Les voisins, en apprenant l'attaque des opritchniks et voyant la lueur de l'incendie, s'empressèrent d'aller éteindre le feu et de fermer les portes de la cour de Morozof.

—Seigneur, disaient en se signant ceux près desquels passaient comme un tourbillon Viazemski et ses serviteurs, Seigneur, aie pitié de nous! préserve-nous du malheur!

Et dès que le galop des chevaux s'éloigna et que l'on n'entendit plus le bruit des cottes de mailles dans les rues désertes, les habitants répétaient:—Dieu soit béni, le malheur a passé! et ils se signaient de nouveau.

Pendant ce temps, le prince avait continué sa course effrénée et sa suite était déjà loin derrière lui.
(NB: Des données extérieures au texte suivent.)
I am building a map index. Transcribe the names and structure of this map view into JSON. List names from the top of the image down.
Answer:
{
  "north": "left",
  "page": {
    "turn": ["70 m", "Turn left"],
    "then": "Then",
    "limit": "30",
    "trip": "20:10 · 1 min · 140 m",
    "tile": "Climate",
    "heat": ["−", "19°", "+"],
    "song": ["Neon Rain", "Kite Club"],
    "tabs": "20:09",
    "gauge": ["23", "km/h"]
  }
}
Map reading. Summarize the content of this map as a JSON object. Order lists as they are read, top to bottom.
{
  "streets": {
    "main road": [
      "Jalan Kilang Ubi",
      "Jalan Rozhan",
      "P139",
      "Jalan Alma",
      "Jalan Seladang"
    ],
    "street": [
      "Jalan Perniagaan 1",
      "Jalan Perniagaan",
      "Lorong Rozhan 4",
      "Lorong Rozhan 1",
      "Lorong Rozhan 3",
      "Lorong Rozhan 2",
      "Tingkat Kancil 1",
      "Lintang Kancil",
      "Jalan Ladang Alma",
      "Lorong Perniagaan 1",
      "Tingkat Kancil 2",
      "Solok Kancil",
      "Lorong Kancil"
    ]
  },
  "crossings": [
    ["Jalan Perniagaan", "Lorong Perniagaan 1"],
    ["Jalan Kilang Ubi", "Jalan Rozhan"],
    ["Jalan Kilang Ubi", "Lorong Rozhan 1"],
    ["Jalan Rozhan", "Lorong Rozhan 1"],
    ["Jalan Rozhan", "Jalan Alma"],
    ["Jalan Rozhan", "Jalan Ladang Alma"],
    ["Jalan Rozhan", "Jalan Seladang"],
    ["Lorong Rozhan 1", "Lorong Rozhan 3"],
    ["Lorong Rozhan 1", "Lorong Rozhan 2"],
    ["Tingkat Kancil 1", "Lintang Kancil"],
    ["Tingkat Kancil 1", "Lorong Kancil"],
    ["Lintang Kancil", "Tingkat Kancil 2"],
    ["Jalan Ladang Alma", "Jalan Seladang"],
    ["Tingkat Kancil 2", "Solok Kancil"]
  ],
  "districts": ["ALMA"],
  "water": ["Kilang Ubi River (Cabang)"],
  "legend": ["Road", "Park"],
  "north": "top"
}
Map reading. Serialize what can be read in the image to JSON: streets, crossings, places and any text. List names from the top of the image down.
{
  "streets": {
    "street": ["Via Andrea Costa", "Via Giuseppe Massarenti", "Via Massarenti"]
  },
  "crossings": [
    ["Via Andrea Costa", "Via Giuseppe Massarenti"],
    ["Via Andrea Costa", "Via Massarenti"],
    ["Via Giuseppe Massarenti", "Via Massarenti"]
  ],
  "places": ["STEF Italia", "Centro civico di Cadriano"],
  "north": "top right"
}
Il avait résolu d'atteindre, avant le jour, un village où l'attendaient des chevaux frais; de là il devait conduire Hélène dans son domaine de Rézan. Mais il n'avait pas fait cinq verstes quand il reconnut qu'il s'était trompé de chemin.

En même temps il s'aperçut que sa blessure à laquelle, dans la chaleur du combat, il n'avait fait aucune attention, lui causait maintenant une douleur insupportable.

—Boyarine! dit-il, mes serviteurs sont en arrière. Il faut attendre!

Hélène était un peu revenue à elle. En ouvrant les yeux, elle avait aperçu d'abord une lueur lointaine, puis elle distingua la forêt, puis la route, ensuite elle sentit qu'elle était sur le dos d'un cheval et qu'une main vigoureuse la soutenait. Peu à peu elle se rappela les événements de la journée; tout à coup elle reconnut Viazemski et poussa un cri d'épouvante.

—Boyarine, dit le prince avec un sourire amer, je te fais peur? tu me maudis? Ce n'est pas moi qu'il faut maudire, Hélène, c'est le sort. En vain tu as voulu m'échapper. On ne peut fuir sa destinée. Il était écrit depuis ta naissance qu'un jour tu m'appartiendrais!

—Prince, murmura Hélène tremblante de terreur, si tu n'as plus de conscience, souviens-toi de l'honneur du boyard, pense à la honte…

—Je n'ai pas d'honneur, je n'ai pas de honte! J'ai tout sacrifié pour toi, Hélène.

—Prince, souviens-toi du jugement de Dieu, ne perds pas ton âme.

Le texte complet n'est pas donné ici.